As I expected, the estimate of the probability that Pam gives to someone twice in a row is close to 1/4. You can show that the true probability is exactly 1/4 by enumerating the possible pairs of receivers. Pam can give to the pair 1-1, 1-2, 1-3, 1-4, 2-1, ..., 4-3, or 4-4, and 4 of those 16 pairs represent giving to the same person twice in a row.

Of course, that is only the probability in a given year of Pam drawing the same name as she had last year. My family has been drawing names for the Great Christmas Gift Exchange for 15 years! In that 15 year period, how many times should Pam expect to draw the same name as in the preceding year?
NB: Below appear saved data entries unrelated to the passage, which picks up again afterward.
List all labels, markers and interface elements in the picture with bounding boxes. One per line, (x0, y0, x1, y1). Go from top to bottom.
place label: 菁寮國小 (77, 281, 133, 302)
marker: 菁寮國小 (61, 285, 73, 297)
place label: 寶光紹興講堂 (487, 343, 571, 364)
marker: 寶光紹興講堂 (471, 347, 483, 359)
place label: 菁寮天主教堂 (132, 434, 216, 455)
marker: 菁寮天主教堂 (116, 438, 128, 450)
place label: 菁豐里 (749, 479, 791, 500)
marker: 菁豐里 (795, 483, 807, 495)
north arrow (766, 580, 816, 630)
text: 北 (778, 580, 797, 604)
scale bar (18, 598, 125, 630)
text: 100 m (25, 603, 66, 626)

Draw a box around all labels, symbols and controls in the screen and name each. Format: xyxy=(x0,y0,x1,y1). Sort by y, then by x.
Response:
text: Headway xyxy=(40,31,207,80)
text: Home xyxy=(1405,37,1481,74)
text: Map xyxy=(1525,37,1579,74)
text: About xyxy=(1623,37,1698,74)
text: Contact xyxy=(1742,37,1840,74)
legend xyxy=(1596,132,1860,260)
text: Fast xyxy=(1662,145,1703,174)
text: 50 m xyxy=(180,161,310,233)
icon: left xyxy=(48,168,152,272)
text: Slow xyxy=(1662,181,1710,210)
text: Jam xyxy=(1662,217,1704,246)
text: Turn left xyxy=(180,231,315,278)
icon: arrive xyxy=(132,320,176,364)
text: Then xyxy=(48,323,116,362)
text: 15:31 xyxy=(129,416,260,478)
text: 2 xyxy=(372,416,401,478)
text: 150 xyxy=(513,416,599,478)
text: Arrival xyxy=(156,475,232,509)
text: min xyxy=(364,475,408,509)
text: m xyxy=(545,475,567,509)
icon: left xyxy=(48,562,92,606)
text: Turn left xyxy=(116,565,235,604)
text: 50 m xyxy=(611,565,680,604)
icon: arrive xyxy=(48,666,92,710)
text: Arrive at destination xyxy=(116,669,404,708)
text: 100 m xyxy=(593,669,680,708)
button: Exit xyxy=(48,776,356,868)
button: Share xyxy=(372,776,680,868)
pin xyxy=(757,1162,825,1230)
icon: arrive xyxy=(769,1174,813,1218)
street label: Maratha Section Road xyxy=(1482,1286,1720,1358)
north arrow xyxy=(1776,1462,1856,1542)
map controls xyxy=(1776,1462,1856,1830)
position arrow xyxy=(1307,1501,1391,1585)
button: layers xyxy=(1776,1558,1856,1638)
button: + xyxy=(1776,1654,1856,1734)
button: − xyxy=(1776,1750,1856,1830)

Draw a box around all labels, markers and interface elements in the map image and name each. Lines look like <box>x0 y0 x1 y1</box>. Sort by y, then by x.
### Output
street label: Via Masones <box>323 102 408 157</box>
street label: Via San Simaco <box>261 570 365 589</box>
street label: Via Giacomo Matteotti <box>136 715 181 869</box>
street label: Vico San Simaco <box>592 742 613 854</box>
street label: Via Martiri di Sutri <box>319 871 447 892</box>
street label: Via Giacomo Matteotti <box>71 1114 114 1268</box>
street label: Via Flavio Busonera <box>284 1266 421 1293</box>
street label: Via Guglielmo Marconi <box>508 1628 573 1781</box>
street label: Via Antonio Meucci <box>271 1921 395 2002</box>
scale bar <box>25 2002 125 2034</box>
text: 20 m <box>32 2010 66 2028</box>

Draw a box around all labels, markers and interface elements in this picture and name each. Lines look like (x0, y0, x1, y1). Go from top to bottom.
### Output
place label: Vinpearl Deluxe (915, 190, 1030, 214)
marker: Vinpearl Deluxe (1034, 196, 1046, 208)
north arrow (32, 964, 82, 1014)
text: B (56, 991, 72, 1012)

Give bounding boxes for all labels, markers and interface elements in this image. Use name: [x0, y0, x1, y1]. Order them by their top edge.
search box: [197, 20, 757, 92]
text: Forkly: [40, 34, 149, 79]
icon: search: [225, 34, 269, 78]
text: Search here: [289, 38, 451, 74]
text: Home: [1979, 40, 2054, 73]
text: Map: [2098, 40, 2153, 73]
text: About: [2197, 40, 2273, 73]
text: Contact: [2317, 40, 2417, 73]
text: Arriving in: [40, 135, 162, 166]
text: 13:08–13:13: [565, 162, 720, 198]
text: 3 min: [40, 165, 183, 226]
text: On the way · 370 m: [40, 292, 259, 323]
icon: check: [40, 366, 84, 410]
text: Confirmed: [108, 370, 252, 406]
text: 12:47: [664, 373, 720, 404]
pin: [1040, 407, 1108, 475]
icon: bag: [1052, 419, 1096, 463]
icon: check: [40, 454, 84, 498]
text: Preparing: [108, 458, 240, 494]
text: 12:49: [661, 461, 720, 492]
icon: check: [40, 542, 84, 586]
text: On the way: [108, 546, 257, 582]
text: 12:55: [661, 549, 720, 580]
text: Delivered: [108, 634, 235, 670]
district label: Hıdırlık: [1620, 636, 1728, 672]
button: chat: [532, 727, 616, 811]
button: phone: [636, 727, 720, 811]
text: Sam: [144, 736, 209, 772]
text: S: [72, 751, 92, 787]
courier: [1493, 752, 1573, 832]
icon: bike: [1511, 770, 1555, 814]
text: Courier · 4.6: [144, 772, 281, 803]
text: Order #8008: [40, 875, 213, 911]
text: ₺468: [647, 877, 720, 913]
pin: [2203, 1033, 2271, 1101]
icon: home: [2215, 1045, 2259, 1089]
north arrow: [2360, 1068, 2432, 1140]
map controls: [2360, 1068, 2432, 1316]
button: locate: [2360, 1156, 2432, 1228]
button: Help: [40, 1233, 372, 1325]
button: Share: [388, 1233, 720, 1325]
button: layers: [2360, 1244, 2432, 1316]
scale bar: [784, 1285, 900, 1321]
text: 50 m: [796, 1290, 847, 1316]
### Simulating a 15-Year Period and Estimating the Number of Repeats

As before, there are two ways to answer this question: simulation and probability theory. I am more comfortable with simulation, so I'll start there. You can fill a matrix that has 15 rows and 10,000 columns with random values 1–4 and treat each column as a simulated 15-year period. You can then use the LAG technique to count how many times there were consecutive years in which Pam gives to the same receiver. I predict that the count will be three or four in most 15-year periods, since repeated numbers occur 25% of the time. But some 15-year periods might have zero repeats and a few might have 10 or more. What is the distribution of the number of repeats? The following statements simulate 10,000 15-year periods and count the number of repeated numbers.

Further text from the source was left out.